Abstract

This book explores the nexus of disability, humor, and sexuality. Based on personal interviews, online ethnographies, and analyses of comedy and theater performances, the book argues that people in disability communities employ joking to shape political disability identities and pride. Joking calls attention to social inequalities, pokes back at ableist cultural norms, and offers new perspectives on disabled bodies through revealing the many ways that disability is a construction. Jokes can be read in a myriad of ways, so the ambivalent nature of comedy has led to debates within disability communities about when it is acceptable to joke, who has permission, and which jokes should be used inside and outside a community's inner circle. The text also explores how humor can be used for harmful or emancipatory purposes, since jokes may be employed to reflect horizontal hostilities and evoke hierarchies within disability communities.

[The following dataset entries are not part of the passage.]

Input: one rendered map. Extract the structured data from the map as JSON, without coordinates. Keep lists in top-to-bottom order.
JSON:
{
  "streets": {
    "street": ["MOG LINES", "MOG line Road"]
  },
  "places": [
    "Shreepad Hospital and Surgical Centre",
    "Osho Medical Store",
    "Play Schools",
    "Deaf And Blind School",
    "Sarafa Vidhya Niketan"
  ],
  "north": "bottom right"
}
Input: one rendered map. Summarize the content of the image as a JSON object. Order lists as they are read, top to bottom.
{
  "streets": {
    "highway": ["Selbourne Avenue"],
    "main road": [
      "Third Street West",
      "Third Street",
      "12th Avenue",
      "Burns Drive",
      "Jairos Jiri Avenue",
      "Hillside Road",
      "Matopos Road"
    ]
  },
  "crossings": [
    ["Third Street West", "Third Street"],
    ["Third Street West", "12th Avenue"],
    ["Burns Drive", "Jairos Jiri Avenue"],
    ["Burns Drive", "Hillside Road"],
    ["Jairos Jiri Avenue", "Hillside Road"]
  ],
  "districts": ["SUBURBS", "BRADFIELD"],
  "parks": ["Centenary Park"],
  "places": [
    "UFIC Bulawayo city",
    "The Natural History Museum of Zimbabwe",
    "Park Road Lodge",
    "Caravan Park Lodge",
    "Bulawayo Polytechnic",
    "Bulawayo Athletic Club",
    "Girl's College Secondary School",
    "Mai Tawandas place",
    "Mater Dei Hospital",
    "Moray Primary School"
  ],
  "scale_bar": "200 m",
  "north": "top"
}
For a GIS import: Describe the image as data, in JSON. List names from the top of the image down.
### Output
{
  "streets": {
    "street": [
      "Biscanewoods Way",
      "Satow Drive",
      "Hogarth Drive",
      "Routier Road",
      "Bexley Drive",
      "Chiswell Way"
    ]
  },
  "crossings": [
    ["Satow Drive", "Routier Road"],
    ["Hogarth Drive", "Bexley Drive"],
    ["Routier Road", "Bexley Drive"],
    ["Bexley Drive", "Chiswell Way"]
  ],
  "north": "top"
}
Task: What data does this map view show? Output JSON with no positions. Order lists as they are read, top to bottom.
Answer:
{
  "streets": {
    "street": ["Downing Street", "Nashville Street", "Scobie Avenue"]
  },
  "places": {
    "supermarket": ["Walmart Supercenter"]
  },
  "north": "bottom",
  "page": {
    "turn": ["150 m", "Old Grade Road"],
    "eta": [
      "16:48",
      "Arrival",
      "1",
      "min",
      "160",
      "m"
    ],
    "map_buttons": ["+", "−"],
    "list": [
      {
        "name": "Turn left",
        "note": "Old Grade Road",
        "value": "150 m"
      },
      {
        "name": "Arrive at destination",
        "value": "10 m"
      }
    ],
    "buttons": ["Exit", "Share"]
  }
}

Joking may be difficult when we consider aspects of disability that involve physical or emotional pain, struggles to adapt to new forms of embodiment, and ways that intersectional identities affect how people with disabilities are interpreted in mainstream and disability cultures. The book also interrogates how joking can be used to experiment with the possibilities of embodiment and sexual practice. Through joking, people with disabilities can expand the definitions of disability and sexuality, and help others with disabilities assert themselves as sexual. Adding humor to these conversations opens ways of being not only for individuals who consider themselves disabled, but for all people.